Work item:
Word for word, retype the first line of the records and every following line through the one containing "Instruction: Read this".

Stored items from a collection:
===============

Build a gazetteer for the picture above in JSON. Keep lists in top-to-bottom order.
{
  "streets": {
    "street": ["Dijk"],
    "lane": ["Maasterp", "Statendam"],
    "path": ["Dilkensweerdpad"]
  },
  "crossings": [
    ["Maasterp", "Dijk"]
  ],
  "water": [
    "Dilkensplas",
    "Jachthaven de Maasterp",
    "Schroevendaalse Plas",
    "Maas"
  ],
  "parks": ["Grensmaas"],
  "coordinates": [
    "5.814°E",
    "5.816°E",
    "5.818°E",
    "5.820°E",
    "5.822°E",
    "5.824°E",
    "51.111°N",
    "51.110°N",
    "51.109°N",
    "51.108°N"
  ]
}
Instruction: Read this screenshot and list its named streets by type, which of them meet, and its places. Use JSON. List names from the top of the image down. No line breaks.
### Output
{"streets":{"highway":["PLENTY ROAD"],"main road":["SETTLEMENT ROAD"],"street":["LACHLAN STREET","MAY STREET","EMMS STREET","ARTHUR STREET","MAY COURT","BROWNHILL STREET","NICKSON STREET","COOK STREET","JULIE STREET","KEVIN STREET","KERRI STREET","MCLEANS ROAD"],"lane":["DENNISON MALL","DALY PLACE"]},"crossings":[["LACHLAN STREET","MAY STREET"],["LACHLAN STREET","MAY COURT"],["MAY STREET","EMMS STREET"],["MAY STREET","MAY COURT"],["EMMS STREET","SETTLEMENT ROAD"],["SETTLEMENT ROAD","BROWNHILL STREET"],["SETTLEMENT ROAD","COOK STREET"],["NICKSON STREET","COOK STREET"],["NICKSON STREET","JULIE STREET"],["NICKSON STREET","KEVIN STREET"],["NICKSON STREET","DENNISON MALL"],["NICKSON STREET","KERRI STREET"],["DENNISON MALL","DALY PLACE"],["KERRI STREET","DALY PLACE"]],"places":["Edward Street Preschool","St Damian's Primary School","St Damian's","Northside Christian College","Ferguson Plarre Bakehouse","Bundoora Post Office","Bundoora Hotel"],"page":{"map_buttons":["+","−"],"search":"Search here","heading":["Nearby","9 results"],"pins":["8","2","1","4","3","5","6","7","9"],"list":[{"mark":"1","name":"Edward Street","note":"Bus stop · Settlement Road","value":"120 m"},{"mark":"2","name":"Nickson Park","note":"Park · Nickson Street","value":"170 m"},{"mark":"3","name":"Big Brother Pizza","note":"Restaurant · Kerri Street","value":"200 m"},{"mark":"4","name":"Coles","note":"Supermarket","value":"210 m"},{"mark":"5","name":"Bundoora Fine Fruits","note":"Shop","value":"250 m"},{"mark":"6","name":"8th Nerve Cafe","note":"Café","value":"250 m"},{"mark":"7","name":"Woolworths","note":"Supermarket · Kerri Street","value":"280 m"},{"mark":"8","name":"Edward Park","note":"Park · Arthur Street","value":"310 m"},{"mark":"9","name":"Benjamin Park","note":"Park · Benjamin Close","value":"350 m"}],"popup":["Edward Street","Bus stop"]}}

===============

Answer section:
Build a gazetteer for the picture above in JSON. Keep lists in top-to-bottom order.
{
  "streets": {
    "street": ["Dijk"],
    "lane": ["Maasterp", "Statendam"],
    "path": ["Dilkensweerdpad"]
  },
  "crossings": [
    ["Maasterp", "Dijk"]
  ],
  "water": [
    "Dilkensplas",
    "Jachthaven de Maasterp",
    "Schroevendaalse Plas",
    "Maas"
  ],
  "parks": ["Grensmaas"],
  "coordinates": [
    "5.814°E",
    "5.816°E",
    "5.818°E",
    "5.820°E",
    "5.822°E",
    "5.824°E",
    "51.111°N",
    "51.110°N",
    "51.109°N",
    "51.108°N"
  ]
}
Instruction: Read this screenshot and list its named streets by type, which of them meet, and its places. Use JSON. List names from the top of the image down. No line breaks.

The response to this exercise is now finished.